Opera Gallery is pleased to present Endless sun-days, a brand-new, multifaceted body of work comprised of 15 canvases. This is Xevi Solà’s first solo exhibition in New York.
“If I had to define this series, I would say it’s a kind of collective psychological portrait. These figures are trying to relax in a bright and colorful environment, but gray clouds lurk behind their sunglasses,” Solà said of the body of work, adding, “As a child, I was very much a homebody, and my source of inspiration for landscapes was cinema.”
Influenced by fashion photography, film stills, and mugshots, Solà creates portraits with a cinematic dimension and suggestive storytelling. In Dimanche 1, 2025, four figures sit by a pool, lost in silent contemplation, time seemingly suspended. While echoes of David Hockney’s iconic pool scenes can be perceived, Solà’s incisive, contemporary, and psychologically charged approach lends this moment a unique authenticity.
One can cite, for example, the glamour and tension of Mid-century French Riviera cinema, which Solà’s paintings evoke, particularly the psychological atmosphere of the 1969 film La piscine (The swimming pool), in which Alain Delon, Romy Schneider, Maurice Ronet, and Jane Birkin grapple with latent desire and jealousy during a summer in the South of France. The leisurely ideal and mid-20th-century elegance of Slim Aarons’s Poolside gossip series find a similar resonance in Solà’s compositions, which are both familiar and dreamlike.

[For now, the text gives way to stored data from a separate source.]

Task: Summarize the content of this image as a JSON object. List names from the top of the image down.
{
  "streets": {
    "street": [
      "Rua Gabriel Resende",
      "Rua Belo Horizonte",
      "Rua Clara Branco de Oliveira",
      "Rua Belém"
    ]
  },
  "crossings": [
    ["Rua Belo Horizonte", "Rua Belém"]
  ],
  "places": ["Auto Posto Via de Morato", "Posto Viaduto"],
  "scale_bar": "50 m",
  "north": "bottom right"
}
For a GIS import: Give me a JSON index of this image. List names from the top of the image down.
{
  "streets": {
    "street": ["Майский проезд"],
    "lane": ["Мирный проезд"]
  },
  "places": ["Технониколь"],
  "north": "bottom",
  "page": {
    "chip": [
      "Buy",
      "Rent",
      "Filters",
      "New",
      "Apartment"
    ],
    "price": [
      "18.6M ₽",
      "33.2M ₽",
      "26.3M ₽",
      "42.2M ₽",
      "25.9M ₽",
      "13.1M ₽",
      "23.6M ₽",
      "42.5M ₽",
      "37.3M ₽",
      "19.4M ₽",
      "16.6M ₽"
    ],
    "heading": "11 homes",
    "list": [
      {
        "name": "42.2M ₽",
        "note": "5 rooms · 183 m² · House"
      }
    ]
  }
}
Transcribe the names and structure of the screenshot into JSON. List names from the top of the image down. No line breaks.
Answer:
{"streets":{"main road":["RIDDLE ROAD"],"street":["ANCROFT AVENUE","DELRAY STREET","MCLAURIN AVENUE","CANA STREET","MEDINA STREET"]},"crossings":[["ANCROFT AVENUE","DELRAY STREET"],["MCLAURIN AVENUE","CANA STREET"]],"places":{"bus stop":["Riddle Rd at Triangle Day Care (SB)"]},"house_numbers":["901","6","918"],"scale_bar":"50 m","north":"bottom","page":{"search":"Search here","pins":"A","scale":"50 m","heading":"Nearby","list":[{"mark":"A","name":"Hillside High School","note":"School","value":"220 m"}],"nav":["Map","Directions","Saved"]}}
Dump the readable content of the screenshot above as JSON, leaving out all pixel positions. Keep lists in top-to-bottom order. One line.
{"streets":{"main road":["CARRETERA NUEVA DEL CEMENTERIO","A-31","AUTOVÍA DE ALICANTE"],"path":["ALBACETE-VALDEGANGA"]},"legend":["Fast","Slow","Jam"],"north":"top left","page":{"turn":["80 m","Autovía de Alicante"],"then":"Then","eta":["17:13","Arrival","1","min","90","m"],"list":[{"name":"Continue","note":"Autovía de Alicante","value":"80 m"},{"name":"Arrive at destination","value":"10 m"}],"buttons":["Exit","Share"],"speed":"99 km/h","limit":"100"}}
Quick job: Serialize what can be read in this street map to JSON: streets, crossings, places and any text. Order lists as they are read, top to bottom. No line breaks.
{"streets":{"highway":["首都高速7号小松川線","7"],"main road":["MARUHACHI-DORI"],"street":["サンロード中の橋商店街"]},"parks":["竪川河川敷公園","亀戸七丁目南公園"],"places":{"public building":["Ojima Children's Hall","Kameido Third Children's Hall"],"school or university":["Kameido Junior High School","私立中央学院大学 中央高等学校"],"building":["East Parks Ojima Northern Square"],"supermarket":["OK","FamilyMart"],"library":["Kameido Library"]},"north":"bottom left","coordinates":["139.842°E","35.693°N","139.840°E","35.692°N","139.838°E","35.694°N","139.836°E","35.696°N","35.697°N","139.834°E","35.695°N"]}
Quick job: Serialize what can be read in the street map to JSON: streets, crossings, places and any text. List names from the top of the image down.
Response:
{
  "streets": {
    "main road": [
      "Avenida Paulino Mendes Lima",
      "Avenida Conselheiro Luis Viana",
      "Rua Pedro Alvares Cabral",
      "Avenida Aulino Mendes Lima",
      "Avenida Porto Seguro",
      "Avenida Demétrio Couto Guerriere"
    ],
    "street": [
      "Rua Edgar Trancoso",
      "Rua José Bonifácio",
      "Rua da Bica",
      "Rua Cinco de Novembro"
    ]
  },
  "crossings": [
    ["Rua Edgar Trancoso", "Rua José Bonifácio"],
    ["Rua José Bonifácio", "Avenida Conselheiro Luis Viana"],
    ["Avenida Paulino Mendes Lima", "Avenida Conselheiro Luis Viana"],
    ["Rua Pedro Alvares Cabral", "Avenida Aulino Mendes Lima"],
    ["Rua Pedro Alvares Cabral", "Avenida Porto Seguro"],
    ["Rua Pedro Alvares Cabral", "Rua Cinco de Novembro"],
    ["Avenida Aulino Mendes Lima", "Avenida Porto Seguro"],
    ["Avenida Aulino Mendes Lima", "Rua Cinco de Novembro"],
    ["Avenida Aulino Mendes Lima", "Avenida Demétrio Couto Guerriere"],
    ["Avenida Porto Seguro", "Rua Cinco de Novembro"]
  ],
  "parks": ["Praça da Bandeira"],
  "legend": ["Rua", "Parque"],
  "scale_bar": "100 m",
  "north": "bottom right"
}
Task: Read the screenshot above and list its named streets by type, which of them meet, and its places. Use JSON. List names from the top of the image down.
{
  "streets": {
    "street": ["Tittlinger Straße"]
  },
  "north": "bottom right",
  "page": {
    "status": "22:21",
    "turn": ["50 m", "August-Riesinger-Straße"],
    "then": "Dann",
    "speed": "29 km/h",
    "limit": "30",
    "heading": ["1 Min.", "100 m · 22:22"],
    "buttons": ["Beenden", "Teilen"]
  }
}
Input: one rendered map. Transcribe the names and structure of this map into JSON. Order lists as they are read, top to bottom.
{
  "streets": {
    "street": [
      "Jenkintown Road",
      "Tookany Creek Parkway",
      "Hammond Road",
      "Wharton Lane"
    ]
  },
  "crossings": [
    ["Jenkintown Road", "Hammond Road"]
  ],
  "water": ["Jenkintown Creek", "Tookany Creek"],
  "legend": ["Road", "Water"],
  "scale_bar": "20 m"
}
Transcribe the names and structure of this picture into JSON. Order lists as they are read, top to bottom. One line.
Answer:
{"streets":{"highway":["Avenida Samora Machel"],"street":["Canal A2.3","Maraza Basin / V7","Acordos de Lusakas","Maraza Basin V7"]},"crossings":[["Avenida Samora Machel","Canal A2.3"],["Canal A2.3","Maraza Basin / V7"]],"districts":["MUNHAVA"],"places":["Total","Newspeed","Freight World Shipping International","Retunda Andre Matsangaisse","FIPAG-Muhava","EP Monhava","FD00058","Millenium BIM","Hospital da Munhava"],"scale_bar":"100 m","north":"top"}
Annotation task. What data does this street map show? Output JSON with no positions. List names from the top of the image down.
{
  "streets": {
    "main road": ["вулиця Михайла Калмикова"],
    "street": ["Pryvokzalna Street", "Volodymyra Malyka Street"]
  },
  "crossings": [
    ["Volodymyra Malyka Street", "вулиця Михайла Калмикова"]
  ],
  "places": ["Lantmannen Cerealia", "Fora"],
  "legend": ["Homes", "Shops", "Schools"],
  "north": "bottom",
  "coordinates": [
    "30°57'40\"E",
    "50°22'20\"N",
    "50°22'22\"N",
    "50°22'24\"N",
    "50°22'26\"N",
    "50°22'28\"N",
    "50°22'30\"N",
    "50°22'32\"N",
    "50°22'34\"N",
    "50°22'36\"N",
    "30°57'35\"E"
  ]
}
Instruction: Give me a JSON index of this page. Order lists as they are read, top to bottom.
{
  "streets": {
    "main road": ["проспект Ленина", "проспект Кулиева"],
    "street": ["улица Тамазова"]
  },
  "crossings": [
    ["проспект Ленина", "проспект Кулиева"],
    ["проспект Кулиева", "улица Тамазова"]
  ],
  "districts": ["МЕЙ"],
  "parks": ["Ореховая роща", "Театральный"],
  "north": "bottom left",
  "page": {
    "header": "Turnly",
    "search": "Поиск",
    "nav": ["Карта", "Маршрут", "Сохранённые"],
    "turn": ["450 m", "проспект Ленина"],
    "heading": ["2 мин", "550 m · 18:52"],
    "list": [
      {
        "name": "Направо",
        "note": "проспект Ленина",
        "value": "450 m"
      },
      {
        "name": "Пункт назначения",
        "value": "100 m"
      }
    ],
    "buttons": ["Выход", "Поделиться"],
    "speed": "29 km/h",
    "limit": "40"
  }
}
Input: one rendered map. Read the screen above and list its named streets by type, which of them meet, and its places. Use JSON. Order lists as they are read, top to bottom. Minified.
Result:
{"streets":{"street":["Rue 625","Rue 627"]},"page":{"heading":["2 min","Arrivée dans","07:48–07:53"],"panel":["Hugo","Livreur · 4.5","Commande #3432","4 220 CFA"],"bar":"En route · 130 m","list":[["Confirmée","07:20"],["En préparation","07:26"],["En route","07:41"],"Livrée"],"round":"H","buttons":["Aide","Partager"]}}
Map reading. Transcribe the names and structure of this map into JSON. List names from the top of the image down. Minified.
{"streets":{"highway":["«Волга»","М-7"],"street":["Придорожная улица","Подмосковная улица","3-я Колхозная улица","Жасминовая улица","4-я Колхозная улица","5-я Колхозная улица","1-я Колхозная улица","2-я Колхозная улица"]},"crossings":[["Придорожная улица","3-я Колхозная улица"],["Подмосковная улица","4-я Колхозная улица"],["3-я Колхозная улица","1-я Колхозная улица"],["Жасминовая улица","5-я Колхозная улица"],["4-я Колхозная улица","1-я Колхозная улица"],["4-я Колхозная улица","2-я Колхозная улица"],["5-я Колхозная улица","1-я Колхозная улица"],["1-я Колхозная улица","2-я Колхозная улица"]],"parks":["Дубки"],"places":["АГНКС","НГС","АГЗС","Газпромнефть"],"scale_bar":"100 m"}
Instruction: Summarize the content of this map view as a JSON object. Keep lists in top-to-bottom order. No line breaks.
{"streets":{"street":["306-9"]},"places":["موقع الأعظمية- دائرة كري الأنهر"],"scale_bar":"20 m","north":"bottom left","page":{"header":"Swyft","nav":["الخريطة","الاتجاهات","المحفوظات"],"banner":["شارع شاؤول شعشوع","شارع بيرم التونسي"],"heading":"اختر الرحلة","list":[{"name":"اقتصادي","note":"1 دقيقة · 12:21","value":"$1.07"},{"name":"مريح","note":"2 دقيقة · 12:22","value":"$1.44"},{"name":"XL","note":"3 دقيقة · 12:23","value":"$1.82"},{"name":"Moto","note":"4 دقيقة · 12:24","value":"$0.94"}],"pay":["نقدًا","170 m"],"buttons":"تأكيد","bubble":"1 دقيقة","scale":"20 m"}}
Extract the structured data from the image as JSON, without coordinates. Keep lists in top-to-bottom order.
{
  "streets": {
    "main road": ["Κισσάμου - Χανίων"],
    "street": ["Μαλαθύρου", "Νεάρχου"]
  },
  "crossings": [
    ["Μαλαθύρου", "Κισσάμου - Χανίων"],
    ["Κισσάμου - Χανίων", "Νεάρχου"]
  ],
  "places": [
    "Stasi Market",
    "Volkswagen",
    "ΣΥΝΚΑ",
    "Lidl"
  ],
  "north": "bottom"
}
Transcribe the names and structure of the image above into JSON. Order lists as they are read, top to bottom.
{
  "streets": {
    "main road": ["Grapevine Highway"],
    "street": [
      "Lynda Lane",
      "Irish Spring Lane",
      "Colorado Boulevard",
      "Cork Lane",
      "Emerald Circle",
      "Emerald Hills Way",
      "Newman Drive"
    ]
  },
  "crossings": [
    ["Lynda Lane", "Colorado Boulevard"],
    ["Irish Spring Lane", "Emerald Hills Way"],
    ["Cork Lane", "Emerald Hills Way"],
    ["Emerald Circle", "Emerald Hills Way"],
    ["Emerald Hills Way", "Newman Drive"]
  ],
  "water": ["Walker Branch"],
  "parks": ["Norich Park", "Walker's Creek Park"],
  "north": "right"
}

Working from spontaneous, single-stroke sketches, Solà paints quickly to preserve the immediacy and spontaneity of his creative process, thus placing his practice in the lineage of contemporary figurative painters such as Alice Neel, Lucian Freud, Alex Katz, Chantal Joffe, and Elizabeth Peyton. Presented together, the works in Endless sun-days read like an intimate, colorful, and cinematic visual diary. Viewers are invited to enter Solà’s suspended summer world and imagine the stories unfolding just beyond the frame.